[Stored items]
===

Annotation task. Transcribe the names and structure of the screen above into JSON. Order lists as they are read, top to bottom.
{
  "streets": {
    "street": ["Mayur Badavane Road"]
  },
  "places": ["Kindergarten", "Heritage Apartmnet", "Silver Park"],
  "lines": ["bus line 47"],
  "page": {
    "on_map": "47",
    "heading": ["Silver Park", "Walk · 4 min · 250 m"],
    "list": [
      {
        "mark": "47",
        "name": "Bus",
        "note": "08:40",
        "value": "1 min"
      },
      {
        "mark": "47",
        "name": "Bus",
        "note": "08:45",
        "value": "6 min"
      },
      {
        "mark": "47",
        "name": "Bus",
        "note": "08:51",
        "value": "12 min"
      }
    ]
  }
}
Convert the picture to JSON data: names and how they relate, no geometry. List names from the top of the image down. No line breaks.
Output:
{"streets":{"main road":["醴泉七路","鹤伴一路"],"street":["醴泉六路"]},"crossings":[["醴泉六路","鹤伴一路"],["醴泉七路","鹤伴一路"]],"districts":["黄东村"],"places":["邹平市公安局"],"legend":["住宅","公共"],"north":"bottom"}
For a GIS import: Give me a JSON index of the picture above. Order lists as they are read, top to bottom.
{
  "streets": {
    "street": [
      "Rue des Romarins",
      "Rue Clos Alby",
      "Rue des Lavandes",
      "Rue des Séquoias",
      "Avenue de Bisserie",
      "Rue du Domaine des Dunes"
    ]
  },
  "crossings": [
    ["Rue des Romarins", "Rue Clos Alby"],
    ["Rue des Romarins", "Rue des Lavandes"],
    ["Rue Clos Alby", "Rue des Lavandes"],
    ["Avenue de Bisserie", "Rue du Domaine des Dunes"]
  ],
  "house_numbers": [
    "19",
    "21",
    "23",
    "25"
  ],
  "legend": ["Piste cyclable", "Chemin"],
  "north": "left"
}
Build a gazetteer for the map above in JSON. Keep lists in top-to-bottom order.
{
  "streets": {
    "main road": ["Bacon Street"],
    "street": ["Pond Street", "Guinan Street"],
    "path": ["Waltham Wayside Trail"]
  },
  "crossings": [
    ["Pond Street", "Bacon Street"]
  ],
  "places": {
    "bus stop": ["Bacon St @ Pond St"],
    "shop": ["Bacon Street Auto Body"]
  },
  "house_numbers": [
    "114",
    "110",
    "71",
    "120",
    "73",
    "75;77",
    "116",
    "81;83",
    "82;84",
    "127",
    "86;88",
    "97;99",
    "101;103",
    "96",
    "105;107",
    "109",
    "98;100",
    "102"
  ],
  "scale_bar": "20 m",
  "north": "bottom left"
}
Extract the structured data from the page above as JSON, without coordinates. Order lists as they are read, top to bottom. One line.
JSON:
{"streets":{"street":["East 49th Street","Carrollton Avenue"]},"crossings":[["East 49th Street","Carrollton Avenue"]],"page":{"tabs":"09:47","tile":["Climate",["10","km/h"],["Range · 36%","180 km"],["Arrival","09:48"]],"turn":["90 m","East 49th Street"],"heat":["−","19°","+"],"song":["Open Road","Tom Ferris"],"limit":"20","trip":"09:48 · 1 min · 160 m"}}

===

__Problem details__. In the entries, some lines may contain the word "from". Give how many do, as a number by itself.

__Exercise response__. 2